----- Records for this exercise

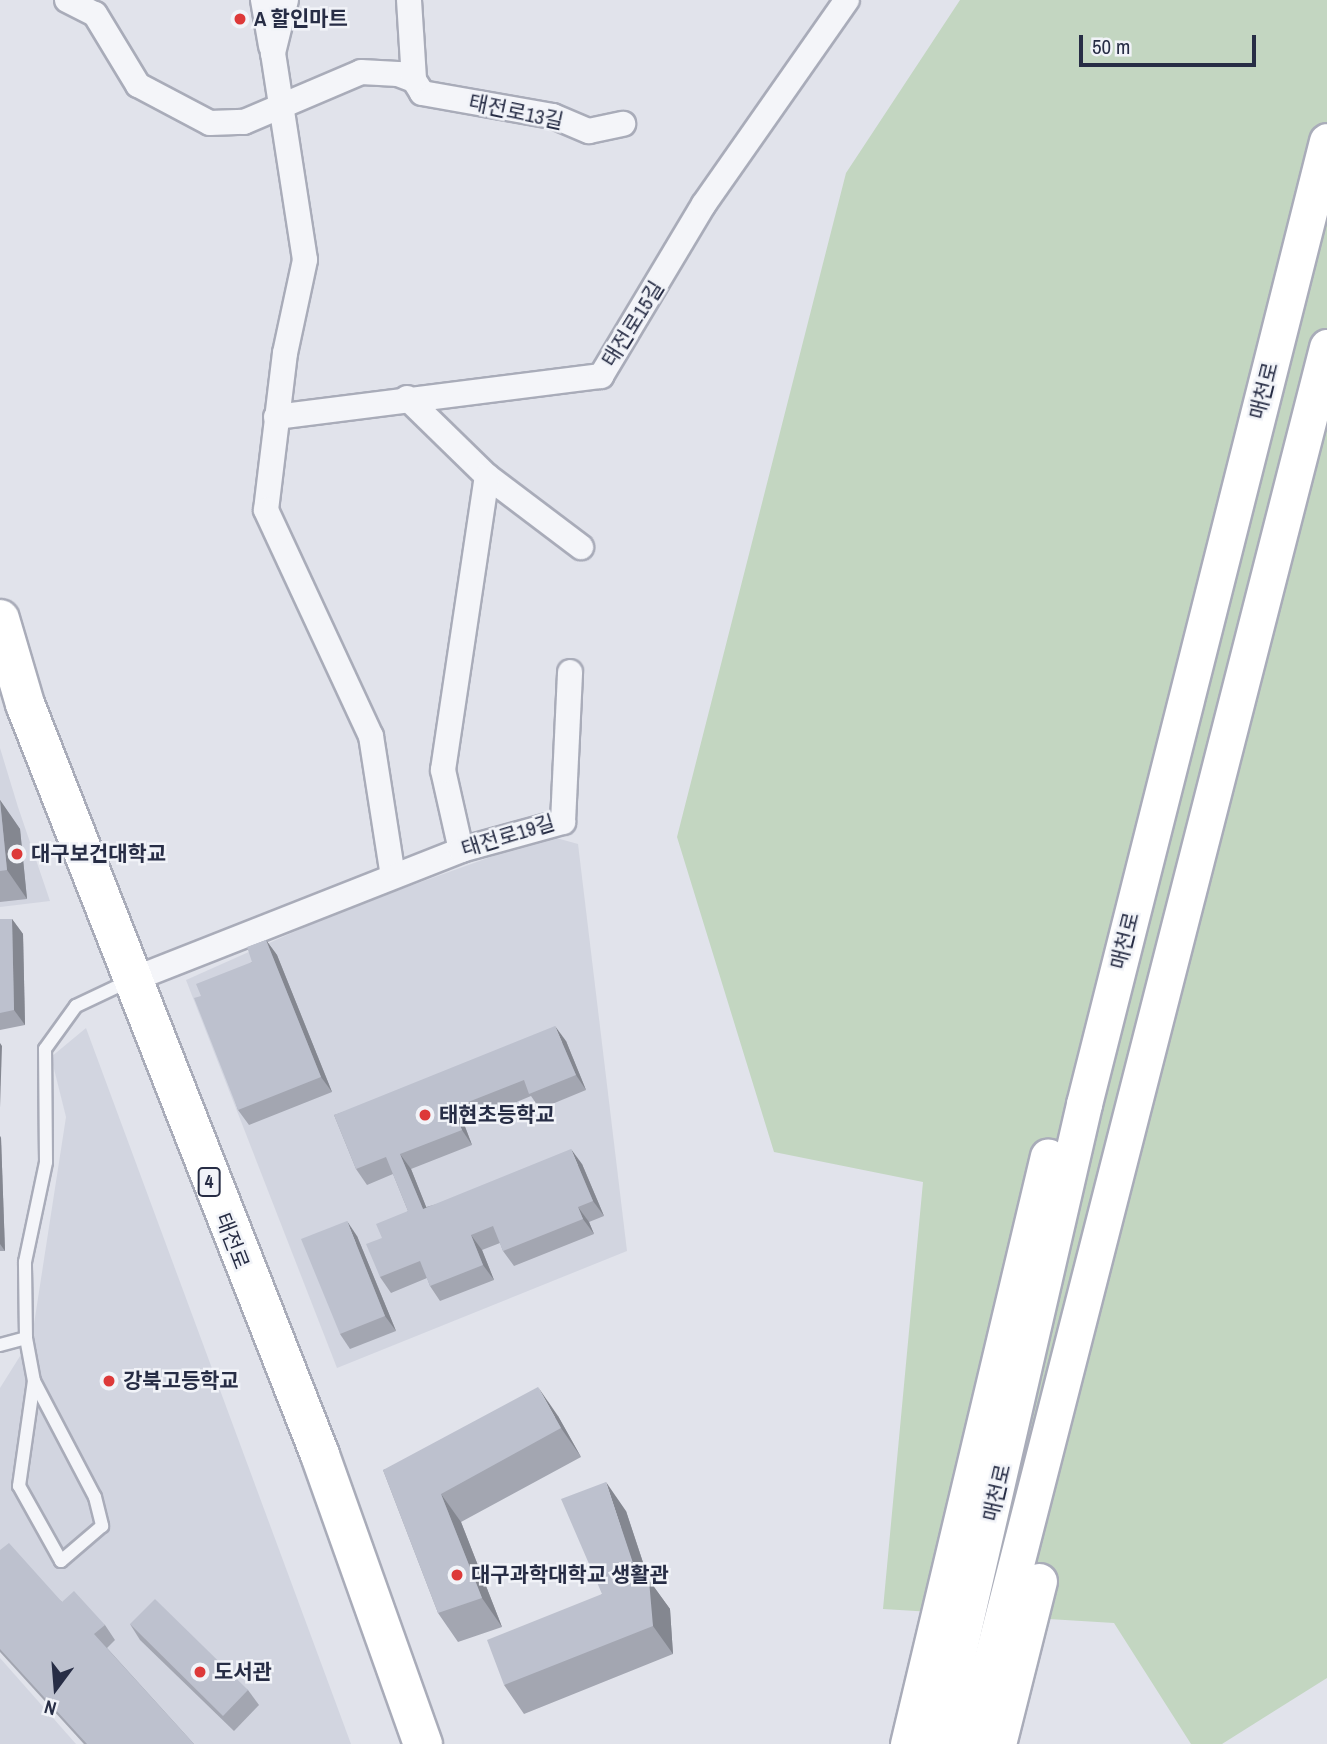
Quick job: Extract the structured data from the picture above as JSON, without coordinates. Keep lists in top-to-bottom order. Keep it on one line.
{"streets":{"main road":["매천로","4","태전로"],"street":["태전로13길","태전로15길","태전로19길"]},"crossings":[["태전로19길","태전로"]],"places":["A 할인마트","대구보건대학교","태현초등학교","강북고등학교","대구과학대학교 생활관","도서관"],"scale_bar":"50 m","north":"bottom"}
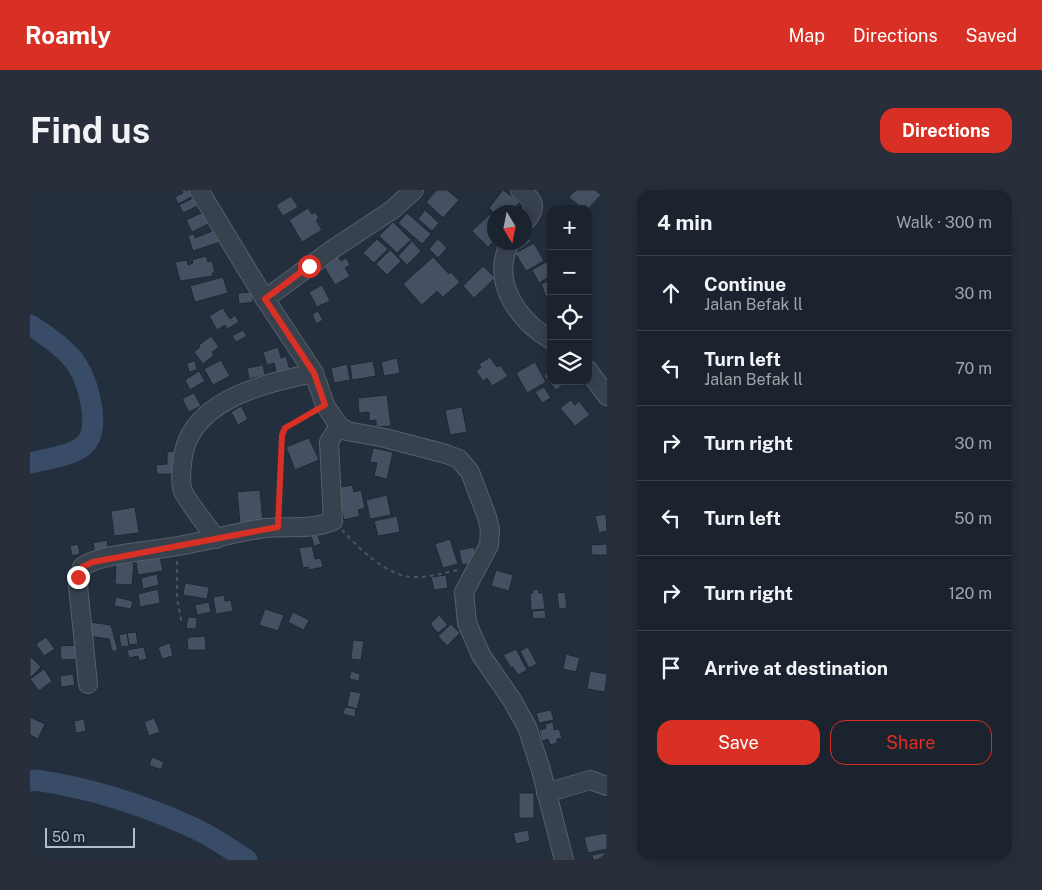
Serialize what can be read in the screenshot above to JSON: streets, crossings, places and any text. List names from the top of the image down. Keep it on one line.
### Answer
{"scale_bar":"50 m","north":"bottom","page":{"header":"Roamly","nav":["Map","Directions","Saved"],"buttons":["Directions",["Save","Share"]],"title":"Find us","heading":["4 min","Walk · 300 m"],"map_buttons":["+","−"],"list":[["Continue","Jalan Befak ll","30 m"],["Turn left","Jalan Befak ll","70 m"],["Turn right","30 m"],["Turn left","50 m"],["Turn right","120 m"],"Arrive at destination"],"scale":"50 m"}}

----------
----- Records for this exercise

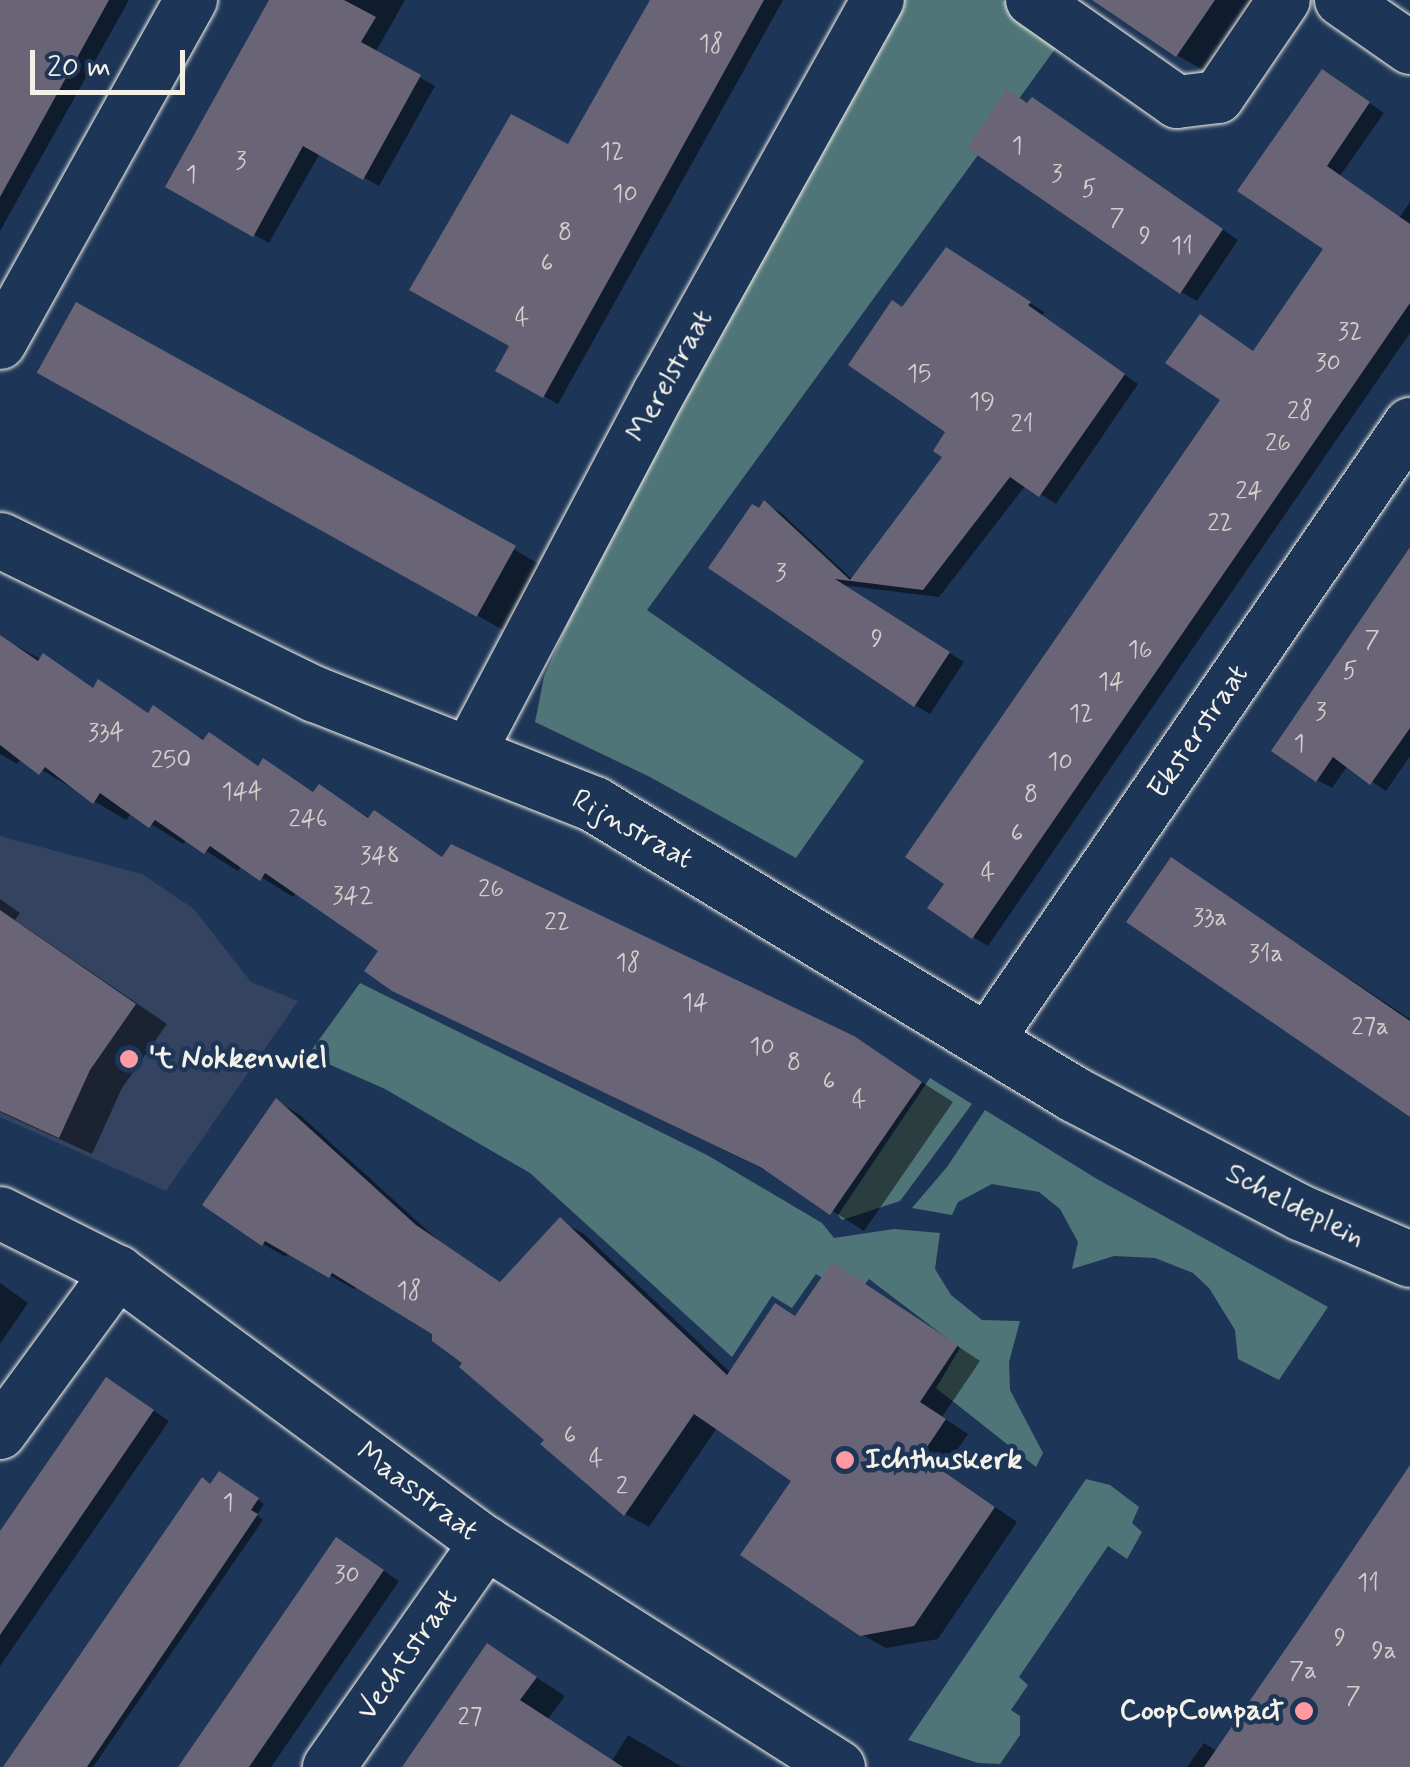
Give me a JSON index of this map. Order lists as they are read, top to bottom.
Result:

----------
----- Records for this exercise

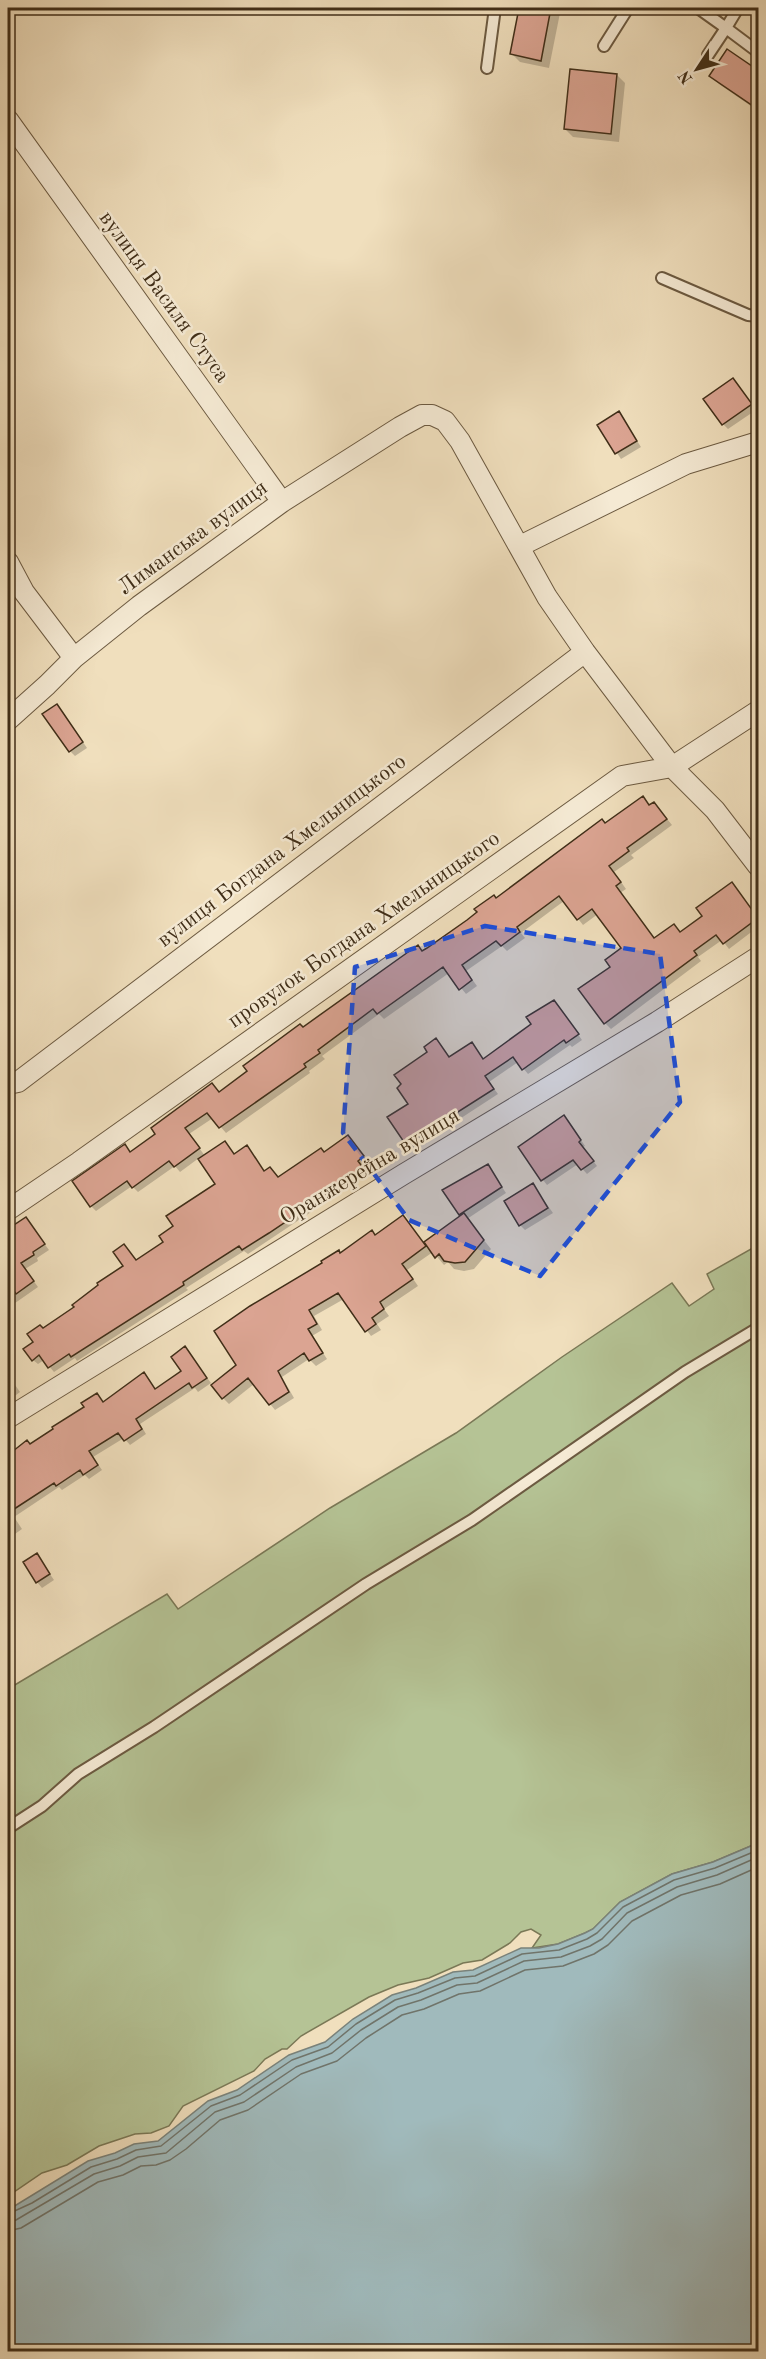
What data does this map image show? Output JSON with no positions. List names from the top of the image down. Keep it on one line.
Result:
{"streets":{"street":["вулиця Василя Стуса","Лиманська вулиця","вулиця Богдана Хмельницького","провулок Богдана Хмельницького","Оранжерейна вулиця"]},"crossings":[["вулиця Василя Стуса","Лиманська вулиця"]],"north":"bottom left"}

----------

● What the task asks
In the listing above, how many of the lines contain the string "image"? Respond with the number alone.

● Expected answer
2